Trepanation Women 30 - 35 Years. The hole is healed. (© The German Archaeological Institute (DAI), Julia Gresky)

In 2011, an international team of archaeologists analyzed 137 human skeletons. These were lifted from three burial sites from the Bronze Age in the southeastern region about 500 kilometers around Rostov-on-Don, in the Stavropol region, near today's border with Georgia. The primary purpose was to examine the health of the population, but of the 137 skulls found, 9 had a significant hole. Five of them were standard examples of trepanations. Holes were drilled in various variations on the anterior and lateral parts of the skull, and these skeletons bore clear signs of physical discomfort, so that trepanations were to be used to treat these injuries. However, the remaining four skeletons had no signs of injury or disease, and their skulls were trepanated exactly at the point of the obelion.

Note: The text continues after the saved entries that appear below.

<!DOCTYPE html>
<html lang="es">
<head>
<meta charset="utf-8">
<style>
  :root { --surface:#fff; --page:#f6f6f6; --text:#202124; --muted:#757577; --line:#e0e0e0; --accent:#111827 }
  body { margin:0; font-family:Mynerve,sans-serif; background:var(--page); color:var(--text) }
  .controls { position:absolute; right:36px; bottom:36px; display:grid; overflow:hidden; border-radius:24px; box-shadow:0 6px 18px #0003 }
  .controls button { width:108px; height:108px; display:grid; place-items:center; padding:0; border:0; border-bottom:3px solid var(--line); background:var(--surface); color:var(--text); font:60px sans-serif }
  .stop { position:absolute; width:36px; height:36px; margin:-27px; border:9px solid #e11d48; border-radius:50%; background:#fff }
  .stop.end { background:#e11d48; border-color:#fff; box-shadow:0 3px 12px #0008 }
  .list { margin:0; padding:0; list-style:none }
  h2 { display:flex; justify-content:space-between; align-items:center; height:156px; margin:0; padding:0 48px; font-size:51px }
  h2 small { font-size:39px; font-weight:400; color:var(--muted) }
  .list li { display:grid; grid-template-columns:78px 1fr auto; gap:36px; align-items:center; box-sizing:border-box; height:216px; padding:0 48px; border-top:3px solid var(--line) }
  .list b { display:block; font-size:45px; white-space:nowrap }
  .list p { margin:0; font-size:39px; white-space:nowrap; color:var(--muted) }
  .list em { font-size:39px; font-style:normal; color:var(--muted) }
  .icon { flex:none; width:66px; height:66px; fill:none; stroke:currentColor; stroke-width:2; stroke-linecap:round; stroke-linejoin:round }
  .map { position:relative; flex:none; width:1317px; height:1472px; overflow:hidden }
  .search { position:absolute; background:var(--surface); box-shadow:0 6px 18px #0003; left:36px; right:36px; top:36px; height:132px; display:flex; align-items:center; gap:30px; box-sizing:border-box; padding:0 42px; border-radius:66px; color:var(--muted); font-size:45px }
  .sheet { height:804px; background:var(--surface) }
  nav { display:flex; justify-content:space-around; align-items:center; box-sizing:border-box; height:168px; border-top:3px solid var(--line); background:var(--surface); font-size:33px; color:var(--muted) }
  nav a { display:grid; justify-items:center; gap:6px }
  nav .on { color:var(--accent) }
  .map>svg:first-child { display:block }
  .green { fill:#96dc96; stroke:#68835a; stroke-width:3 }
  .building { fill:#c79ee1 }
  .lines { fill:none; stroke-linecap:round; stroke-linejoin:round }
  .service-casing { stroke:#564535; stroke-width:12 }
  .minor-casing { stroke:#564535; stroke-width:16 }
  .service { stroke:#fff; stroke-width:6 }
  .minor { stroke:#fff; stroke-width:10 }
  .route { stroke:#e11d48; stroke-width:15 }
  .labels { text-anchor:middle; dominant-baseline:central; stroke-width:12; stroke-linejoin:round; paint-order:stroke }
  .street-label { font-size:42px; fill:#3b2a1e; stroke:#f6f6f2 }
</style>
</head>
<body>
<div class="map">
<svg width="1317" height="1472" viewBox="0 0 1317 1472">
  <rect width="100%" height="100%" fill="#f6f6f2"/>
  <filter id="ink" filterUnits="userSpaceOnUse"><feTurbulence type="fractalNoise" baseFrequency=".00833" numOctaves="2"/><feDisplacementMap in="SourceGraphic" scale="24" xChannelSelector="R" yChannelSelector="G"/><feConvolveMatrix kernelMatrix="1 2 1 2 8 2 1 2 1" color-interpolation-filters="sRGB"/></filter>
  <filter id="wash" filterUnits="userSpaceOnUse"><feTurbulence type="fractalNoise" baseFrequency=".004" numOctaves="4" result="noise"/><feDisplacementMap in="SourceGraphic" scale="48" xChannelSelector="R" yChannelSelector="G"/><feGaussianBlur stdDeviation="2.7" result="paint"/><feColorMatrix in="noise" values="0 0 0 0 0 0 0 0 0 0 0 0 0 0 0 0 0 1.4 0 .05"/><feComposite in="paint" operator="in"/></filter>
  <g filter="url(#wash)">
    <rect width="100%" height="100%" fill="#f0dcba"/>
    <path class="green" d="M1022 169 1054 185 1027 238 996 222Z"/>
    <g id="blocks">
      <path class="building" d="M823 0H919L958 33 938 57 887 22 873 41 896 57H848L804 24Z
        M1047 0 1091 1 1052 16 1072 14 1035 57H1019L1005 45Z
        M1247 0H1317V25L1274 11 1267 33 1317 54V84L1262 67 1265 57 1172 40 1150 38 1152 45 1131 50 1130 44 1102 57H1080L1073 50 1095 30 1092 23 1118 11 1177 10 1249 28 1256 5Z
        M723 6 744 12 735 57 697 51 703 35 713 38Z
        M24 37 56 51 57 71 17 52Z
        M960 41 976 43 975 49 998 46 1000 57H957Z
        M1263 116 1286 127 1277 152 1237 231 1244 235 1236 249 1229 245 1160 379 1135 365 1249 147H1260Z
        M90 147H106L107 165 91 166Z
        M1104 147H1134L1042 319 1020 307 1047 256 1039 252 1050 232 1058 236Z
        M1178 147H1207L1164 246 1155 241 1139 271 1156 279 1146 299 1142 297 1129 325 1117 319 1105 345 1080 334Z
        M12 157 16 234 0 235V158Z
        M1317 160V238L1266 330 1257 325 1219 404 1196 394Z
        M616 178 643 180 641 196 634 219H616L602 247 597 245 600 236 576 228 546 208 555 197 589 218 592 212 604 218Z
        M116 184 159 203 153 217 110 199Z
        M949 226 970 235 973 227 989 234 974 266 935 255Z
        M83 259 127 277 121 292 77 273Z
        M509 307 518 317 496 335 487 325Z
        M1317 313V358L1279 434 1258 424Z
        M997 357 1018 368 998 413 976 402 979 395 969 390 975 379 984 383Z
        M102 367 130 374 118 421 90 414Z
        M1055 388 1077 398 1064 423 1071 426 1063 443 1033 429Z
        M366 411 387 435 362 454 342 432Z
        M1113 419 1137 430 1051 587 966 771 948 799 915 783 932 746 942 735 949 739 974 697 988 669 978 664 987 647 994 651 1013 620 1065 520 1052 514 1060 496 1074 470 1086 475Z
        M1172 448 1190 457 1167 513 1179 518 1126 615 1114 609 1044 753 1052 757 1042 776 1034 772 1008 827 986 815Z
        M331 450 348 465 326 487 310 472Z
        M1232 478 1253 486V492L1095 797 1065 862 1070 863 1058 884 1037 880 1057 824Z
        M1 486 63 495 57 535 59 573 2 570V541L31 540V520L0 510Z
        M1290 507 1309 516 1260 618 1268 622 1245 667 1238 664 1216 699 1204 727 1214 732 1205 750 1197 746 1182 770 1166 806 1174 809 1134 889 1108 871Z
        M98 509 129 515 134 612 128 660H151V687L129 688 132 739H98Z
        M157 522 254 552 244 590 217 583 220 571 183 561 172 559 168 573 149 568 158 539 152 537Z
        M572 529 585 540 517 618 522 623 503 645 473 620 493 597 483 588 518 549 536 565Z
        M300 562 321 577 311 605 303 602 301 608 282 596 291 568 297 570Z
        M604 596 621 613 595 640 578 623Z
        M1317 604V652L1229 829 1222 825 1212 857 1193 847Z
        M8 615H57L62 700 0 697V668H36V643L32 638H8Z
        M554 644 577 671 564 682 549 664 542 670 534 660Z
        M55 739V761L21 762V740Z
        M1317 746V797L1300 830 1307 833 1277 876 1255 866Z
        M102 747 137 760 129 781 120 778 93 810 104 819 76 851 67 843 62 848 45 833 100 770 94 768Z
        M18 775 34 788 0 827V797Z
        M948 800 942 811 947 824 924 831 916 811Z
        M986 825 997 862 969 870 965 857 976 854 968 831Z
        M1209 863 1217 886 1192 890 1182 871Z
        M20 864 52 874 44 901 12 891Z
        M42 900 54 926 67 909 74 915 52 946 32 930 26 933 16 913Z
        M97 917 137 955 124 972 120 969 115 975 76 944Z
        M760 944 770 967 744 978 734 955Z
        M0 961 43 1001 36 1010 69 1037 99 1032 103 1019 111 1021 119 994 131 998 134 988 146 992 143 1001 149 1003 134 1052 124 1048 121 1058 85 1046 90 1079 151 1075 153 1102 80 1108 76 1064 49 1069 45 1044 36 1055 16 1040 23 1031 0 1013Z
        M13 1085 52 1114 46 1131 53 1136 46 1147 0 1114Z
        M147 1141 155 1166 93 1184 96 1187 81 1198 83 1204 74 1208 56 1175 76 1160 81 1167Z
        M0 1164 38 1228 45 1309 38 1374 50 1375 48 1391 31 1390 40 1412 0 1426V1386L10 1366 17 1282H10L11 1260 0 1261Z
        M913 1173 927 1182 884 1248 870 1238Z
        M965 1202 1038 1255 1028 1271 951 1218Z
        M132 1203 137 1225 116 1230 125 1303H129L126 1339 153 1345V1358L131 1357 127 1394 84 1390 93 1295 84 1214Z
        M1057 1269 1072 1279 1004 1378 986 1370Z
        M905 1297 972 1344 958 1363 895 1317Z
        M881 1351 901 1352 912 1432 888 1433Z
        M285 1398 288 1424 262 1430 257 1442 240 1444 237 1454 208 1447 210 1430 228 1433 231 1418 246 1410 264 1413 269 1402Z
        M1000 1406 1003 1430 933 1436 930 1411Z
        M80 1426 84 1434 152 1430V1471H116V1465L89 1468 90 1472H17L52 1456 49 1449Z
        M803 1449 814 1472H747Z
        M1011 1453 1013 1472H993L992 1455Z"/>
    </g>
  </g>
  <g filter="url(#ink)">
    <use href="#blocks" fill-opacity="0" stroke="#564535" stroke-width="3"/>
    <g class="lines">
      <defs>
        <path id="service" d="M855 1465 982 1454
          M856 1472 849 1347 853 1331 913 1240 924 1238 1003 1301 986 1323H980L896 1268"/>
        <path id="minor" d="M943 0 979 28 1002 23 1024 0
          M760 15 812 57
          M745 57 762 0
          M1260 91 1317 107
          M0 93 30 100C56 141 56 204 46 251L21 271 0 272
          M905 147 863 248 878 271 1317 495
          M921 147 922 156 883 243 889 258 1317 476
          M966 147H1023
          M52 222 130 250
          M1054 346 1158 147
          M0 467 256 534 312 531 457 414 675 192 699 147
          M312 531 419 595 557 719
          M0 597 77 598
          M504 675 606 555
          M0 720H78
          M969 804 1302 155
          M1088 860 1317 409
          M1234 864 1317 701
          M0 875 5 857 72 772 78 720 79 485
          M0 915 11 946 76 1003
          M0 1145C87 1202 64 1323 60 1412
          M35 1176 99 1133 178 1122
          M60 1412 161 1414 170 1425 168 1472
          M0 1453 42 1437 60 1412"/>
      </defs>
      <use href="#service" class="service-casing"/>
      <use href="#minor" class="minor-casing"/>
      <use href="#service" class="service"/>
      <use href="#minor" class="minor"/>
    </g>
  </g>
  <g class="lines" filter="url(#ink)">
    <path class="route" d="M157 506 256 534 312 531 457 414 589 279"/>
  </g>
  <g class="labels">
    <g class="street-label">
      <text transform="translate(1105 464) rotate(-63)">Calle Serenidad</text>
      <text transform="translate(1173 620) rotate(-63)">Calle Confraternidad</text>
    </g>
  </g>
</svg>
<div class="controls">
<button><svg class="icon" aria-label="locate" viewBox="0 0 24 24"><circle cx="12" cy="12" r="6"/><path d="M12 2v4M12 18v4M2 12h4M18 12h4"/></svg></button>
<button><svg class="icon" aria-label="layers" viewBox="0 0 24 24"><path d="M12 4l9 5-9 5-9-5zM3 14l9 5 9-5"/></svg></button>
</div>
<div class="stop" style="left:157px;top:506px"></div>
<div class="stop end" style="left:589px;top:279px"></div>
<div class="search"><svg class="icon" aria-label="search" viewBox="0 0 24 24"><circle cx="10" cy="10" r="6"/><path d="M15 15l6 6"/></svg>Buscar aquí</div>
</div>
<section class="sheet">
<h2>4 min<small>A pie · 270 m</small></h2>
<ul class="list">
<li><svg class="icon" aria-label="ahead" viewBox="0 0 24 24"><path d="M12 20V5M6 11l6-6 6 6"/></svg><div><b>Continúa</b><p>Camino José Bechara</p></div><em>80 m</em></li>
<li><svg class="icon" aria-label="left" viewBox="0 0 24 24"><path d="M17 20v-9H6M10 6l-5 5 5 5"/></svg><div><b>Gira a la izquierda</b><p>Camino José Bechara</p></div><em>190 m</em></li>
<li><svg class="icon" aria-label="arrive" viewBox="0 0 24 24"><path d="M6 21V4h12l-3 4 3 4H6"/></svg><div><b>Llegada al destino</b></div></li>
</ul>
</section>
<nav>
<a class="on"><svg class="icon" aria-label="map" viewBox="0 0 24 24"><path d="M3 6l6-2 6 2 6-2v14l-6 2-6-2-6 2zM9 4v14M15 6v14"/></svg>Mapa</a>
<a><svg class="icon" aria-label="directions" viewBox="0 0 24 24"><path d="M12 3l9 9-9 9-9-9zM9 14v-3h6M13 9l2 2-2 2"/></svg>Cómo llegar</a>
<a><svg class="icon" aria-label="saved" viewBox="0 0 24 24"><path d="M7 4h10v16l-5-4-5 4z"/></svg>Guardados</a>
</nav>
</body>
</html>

Coincidentally, a researcher - anthropologist Julia Greska from the German Anthropological Institute (DAI) - has already read a treatise on trepanations in the Rostov area by E. Batieva. Only now have E. Batatva and J Gresky, along with other archaeologists, described all 12 skull tremors in the obelion. Their study was published in April 2016 in a journal American Journal of Physical Anthropology.

Trepanation was widespread

The discovery of 12 such skulls is absolutely extraordinary, no matter where they are discovered. And the fact that they were found in a tiny large area of ​​Russia offers a very probable connection between them. If there is no connection between them, then, given the occasional trepanation performed in such quantities and to this extent, it appears to be extremely low. E Batieva and J. Gresky, together with their colleagues, know that it is very difficult to prove the theory of the center of ritual trepanations in southern Russia, but such a group of skulls with unusual trepanations offers this theory.

The expert on trepanation in Russia is Marie Mednikova from the Moscow Academy of Sciences. M. Medniková believes that trepanation in a specific and dangerous area of ​​cranium was performed to obtain a certain kind of transformation. He believes that trepanations in this area of ​​the skull served to gain extraordinary abilities that the general population did not have. So we can only speculate why these 12 healthy people underwent an unusual and dangerous trepanation. But thanks to these very trepanation holes, we can think about the fate of the people who underwent trepanation.

One of the 12 skulls with trepanation, buried in the Rostov locality, belonged to a young woman, about 25 years old. Her skull showed no signs of healing. From this it can be concluded that the woman died either during the operation or shortly after it. However, the remaining skulls showed that their owners survived the operation. The bones of these skulls had healed edges of the holes, although the bone never fully grew. Three of these 12 skulls showed only a slight healing, which means that these individuals survived the operation by about two to eight weeks. These skulls belonged to women between the ages of 20 and 35. The third person was older, aged between 50 and 70, whose gender could not be identified. Another eight skulls showed relatively advanced healing of the hole, from which it can be concluded that these individuals survived the operation for about another 4 years.

Was trepanation a ritual?

The fate of the first people from the mass grave, who captivated E. Batieva with their bizarre trepanation, is also interesting. Two men and two women and a young, adolescent girl survived with their hole for years. The estimated age of a minor girl is about 14 to 16 years. This means that she was trepanated at about the age of 12 or earlier. Of course, there is still the possibility that these people suffered from an illness or suffered some injuries, and eight of them probably really helped. But it is also possible that E. Batieva and her colleagues are right when they claim trepanation as a purely ritual act. What benefit it brought to the operated individuals, if there was one at all, can hardly be guessed.